Artisan Partners’ business model is a bit like Iron Mountain, in that the company earns ongoing revenue to provide minimal service to existing clients without necessarily attracting new ones. This is not to say that Artisan does not endeavor to add new investments to its funds, nor to suggest that investors do not regularly close their positions in these funds. Heck, even the ebb and flow of the market affects the value of the investment pools on which the fund company bases its quarterly management fees.

Overall, however, the corresponding cash flow is fairly stable even if absolute growth is not. Indeed, the company has not failed to make a profit in a quarter since its IPO in 2013. This has allowed the asset manager to pay a reliable and healthy dividend every quarter since then, even. if the payment amount has not been paid. I haven’t been completely predictable.

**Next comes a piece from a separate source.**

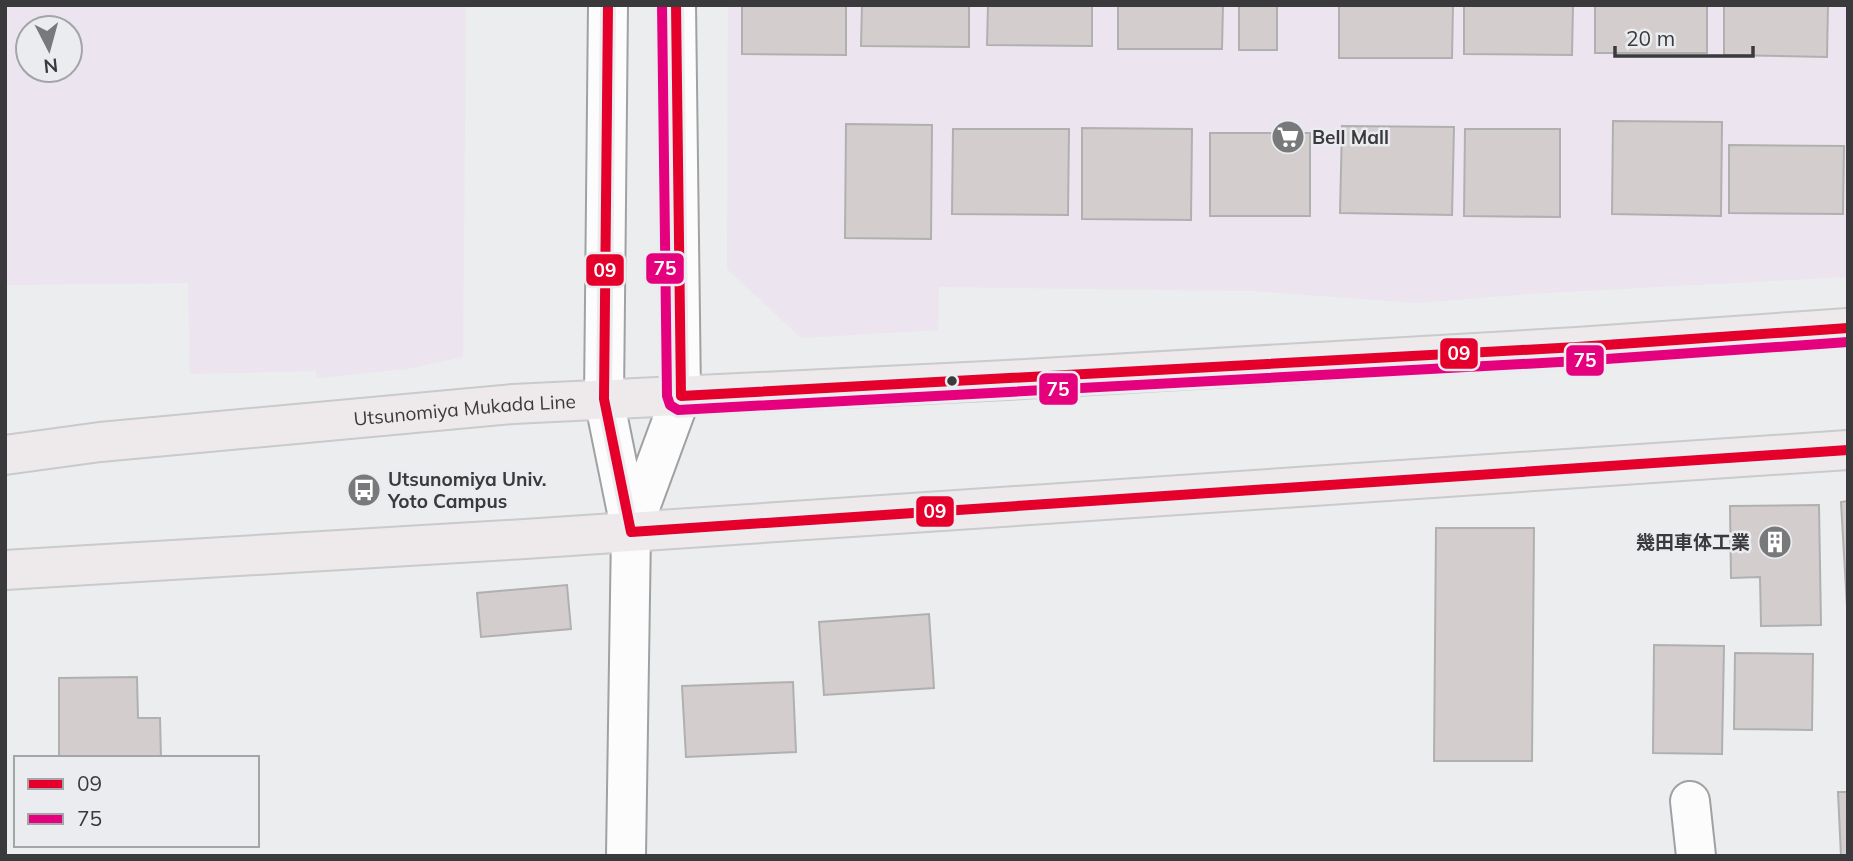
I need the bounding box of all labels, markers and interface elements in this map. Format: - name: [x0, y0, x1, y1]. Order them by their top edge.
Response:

In the meantime, Artisan Partners brings something else to the table: value. Stocks are valued at an acceptable price 15 times earnings in the past 12 months and only 11 times expected earnings per share for the coming year. The share price is also 16% below the current analyst consensus target, opening the door for some price appreciation as investors collect their above-average dividends.

This article represents the opinion of the writer, who may disagree with the “official” recommendation position of a premium Motley Fool consulting service. We are motley! Questioning an investment thesis – even one of our own – helps us all to think critically about investing and make decisions that help us become smarter, happier, and richer.